The only Chinese term in general use in SG for "Caucasian" is "Ang Moh" and it is derived from Hokkien, a chinese dialect. There's no other word, in common usage, to describe this superior race :P . Unless if one were to use the Mandarin word "yang ren" (westerner). However, due to the rojak nature of Singaporeans fondness to intermingle languages, chinese, malay, indian and all its dialects, even if one were to speak in Mandarin sentence, it is not unusal to use "ang moh" instead of completing the full sentence in Mandarin with the term "yang ren" in their speech. The former just seems to be more favored by the local population.
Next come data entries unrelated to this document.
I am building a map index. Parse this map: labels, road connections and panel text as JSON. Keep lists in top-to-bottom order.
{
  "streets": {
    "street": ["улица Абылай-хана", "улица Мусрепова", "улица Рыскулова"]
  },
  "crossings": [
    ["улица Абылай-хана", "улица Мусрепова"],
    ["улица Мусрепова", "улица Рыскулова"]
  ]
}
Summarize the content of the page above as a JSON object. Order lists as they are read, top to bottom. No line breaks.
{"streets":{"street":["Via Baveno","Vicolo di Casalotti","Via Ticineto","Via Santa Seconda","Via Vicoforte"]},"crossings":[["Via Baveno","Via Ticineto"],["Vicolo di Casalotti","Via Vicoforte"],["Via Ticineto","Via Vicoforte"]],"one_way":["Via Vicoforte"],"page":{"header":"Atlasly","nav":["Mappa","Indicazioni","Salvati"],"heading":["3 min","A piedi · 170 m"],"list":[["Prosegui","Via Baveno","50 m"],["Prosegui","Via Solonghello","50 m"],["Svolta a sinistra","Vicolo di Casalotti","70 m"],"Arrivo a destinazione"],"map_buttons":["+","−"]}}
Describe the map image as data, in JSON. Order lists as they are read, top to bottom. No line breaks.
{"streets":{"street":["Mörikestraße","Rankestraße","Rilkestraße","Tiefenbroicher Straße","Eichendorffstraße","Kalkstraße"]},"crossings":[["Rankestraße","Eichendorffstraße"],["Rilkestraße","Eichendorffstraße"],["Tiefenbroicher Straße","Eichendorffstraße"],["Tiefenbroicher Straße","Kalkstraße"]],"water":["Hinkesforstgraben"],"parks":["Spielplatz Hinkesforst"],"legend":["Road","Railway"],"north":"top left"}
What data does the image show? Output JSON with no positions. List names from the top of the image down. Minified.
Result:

For Chinese, it is not rude to identify person or people by physical characteristic. Just like for native American Indians ("red Indians" for those who have no clue who I am referring too as I once had a Singaporean customer service asked me if I am native American over the phone. He meant someone who was born and raised in US. ), the tribesman would have names like "Wounded Knee" which describes a physical attribute. It is perfectly OK to say to a friend who have gained a few pounds that he is "feng man". Literally means "rounded and full". It actually sounds like an euphemism but means "fat" in a non-offensive way. So if any forumer should bump into me on the street, please feel free to comment on my appearance e.g. "Cute looking", "Sexy", "Shapely", "Chesty" :P . I won't be offended, really.

Ang Moh means "Red Hair" and probably the first Caucasian the Chinese met happened to have red hair.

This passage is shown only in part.